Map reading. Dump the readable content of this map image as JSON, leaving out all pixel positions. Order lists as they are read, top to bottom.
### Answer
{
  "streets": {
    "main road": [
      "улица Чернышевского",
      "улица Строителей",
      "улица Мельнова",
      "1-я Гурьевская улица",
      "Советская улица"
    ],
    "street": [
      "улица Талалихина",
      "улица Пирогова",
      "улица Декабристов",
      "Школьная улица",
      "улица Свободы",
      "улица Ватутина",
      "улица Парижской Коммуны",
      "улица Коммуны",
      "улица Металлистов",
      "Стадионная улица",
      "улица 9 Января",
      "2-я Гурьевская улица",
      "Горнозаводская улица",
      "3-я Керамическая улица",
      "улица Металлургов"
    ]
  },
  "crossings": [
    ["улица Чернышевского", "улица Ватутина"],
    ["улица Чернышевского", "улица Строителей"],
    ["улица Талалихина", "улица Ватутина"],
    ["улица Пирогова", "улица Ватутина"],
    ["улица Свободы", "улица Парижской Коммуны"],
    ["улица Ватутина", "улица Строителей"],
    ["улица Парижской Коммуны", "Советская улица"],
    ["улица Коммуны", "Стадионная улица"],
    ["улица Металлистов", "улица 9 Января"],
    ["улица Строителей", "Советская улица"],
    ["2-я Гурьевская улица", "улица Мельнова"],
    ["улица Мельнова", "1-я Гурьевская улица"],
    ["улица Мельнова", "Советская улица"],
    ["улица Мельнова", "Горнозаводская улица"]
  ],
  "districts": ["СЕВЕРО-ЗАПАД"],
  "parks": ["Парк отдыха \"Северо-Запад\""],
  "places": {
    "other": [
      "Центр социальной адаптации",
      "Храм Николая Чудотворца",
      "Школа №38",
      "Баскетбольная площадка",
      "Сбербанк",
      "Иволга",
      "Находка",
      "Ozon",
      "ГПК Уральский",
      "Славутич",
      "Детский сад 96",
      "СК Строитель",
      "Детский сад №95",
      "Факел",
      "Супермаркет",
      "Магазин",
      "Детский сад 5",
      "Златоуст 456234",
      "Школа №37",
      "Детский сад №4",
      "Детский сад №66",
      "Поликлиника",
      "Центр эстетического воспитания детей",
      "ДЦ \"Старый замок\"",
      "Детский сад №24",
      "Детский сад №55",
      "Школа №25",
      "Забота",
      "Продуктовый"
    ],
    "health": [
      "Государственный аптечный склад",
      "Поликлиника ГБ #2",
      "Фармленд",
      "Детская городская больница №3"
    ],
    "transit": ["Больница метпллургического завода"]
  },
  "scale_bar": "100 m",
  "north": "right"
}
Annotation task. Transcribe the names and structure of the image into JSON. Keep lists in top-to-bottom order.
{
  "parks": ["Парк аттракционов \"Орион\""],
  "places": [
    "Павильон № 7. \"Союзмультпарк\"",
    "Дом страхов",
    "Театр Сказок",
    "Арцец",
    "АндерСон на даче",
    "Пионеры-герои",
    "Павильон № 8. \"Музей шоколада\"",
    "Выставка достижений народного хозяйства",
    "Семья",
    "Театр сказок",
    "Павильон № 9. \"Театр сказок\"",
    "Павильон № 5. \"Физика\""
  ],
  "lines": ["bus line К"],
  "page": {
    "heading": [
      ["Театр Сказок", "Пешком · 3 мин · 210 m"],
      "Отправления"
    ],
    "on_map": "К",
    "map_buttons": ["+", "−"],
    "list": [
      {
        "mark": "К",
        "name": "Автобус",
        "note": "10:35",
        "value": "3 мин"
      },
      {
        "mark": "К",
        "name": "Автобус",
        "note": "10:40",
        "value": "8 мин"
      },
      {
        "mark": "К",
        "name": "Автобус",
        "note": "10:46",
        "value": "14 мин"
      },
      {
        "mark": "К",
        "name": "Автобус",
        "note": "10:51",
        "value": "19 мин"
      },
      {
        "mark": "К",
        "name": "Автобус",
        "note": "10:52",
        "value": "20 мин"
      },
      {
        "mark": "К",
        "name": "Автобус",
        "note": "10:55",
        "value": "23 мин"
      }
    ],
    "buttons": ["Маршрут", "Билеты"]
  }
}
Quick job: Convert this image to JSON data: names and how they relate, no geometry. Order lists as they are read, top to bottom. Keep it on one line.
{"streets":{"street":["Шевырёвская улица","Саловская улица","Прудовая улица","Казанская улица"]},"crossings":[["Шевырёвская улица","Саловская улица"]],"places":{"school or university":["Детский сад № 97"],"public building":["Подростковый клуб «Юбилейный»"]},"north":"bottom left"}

» WHAT IS BEING ASKED:
The answer is to be the lines from the one holding "Quick job: Convert" through the end of the data above, transcribed character for character, both ends included.

» ANSWER BOX:
Quick job: Convert this image to JSON data: names and how they relate, no geometry. Order lists as they are read, top to bottom. Keep it on one line.
{"streets":{"street":["Шевырёвская улица","Саловская улица","Прудовая улица","Казанская улица"]},"crossings":[["Шевырёвская улица","Саловская улица"]],"places":{"school or university":["Детский сад № 97"],"public building":["Подростковый клуб «Юбилейный»"]},"north":"bottom left"}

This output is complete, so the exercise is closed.